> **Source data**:
+ + + + +

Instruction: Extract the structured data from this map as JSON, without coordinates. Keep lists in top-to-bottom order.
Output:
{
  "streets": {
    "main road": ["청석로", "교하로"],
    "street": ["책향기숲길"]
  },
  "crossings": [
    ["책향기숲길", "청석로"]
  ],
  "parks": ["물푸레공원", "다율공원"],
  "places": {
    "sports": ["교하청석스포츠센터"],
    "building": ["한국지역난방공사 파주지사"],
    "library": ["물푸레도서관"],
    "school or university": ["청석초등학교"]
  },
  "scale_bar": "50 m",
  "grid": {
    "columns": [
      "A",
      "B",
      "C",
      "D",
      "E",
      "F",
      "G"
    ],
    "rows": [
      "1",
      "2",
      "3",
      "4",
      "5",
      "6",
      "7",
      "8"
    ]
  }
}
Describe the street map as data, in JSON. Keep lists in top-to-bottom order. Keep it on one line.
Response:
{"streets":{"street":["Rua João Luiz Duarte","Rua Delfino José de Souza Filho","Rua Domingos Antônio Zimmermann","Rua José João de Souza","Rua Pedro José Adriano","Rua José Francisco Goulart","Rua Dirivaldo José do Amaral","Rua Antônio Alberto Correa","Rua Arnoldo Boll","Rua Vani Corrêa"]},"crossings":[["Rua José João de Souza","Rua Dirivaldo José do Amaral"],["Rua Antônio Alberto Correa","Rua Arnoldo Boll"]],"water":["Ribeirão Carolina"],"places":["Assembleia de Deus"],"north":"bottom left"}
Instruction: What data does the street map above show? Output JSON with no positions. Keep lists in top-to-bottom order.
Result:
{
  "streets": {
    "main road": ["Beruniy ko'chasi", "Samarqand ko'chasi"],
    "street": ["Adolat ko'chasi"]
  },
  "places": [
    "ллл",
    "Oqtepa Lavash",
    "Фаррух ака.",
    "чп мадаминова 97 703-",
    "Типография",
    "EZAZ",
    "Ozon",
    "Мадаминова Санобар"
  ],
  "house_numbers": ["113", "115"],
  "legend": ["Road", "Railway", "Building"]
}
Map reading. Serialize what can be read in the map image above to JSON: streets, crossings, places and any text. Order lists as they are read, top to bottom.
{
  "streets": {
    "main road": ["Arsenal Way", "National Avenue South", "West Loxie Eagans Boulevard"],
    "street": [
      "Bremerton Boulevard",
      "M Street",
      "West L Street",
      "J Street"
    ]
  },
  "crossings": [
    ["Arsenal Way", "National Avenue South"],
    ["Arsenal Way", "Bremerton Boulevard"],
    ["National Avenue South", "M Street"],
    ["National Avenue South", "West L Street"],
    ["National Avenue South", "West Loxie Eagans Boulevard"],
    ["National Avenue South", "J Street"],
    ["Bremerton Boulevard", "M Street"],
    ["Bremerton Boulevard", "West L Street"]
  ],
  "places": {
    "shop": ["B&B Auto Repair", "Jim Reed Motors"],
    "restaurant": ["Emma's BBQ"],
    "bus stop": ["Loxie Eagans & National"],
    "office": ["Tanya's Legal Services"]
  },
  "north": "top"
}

+ + + + +

> **Exercise details**:
What lines above contain the word "Keep"? Return each such line.

> **Solution to this problem**:
Instruction: Extract the structured data from this map as JSON, without coordinates. Keep lists in top-to-bottom order.
Describe the street map as data, in JSON. Keep lists in top-to-bottom order. Keep it on one line.
Instruction: What data does the street map above show? Output JSON with no positions. Keep lists in top-to-bottom order.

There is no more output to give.